Il y a encore quelques années, appeler Bitcoin « poison pour rats » passait pour une évidence à Wall Street. Aujourd’hui, le même homme qui prononçait ces mots gère le plus gros ETF Bitcoin au monde. Ce virage à 180° de Larry Fink, PDG de BlackRock, résume à lui seul l’incroyable mutation que vit la cryptomonnaie en cette fin 2025.
Face à lui, Brian Armstrong, patron de Coinbase, ne cache pas son sourire. Pour le fondateur de la plus grande plateforme américaine, l’année qui s’ouvre va marquer la sortie définitive du Far West réglementaire. Entre ces deux visions – l’une venue de la finance traditionnelle, l’autre du cœur même de la révolution crypto – se dessine le prochain chapitre d’une industrie qui pèse désormais près de 3 000 milliards de dollars.

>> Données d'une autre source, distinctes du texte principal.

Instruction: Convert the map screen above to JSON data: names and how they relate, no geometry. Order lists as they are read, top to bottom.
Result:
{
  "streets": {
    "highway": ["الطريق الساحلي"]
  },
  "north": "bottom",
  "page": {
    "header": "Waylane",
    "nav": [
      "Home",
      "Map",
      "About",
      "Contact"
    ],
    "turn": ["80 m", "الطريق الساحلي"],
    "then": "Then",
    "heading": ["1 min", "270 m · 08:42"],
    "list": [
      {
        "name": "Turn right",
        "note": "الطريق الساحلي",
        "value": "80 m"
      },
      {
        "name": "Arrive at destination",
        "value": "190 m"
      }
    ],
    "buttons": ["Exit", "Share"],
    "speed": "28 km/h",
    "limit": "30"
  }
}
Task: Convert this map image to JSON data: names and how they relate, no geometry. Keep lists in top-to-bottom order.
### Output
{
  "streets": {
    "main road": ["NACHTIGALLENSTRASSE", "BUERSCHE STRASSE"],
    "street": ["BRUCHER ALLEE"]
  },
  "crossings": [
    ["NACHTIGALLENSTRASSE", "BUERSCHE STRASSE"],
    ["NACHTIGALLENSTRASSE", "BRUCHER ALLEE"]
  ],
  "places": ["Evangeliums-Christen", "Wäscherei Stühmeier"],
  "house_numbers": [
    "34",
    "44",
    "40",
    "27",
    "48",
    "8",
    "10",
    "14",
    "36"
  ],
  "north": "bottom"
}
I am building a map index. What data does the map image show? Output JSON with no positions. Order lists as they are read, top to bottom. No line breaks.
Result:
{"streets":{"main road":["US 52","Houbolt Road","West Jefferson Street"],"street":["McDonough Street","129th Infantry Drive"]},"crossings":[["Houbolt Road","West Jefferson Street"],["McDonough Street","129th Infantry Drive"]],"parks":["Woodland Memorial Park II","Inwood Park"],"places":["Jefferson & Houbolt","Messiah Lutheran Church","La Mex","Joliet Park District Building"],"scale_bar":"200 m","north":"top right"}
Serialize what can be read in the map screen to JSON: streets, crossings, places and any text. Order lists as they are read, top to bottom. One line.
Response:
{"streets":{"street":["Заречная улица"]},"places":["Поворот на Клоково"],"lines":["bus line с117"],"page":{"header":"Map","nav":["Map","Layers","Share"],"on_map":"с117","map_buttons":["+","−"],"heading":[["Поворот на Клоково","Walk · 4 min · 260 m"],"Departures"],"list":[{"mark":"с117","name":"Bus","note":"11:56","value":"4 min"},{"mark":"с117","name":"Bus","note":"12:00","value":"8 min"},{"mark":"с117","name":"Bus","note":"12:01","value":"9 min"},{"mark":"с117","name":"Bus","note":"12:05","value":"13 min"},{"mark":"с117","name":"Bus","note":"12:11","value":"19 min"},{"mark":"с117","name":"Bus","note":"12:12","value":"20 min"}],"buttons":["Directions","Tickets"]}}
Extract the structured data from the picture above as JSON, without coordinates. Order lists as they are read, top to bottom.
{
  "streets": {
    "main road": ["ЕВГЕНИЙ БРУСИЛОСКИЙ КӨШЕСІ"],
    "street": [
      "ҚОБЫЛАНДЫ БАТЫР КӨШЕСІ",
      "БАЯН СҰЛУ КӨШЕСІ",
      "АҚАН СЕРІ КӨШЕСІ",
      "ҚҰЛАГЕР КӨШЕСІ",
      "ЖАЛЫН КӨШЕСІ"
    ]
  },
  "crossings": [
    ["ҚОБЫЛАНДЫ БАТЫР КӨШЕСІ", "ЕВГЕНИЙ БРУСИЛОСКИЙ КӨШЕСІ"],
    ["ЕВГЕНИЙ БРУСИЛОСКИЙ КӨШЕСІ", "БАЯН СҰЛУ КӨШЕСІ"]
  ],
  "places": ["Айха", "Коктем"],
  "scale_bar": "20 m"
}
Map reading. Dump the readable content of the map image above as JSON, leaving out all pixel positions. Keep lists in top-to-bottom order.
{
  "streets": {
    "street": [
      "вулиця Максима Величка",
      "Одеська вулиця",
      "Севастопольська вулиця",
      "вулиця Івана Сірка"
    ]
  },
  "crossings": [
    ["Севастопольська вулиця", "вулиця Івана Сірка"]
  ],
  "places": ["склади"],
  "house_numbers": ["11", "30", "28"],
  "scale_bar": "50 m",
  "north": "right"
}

2025, l’année où tout bascule vraiment
Le ton est donné dès les premières minutes de leur discussion publique. Larry Fink assume totalement son revirement. La crise du Covid a été le déclencheur : en rencontrant des défenseurs acharnés de Bitcoin, il a fini par séparer le protocole lui-même du bruit ambiant des scams et des ICO foireuses. Résultat ? Il voit désormais Bitcoin comme l’actif de la peur par excellence.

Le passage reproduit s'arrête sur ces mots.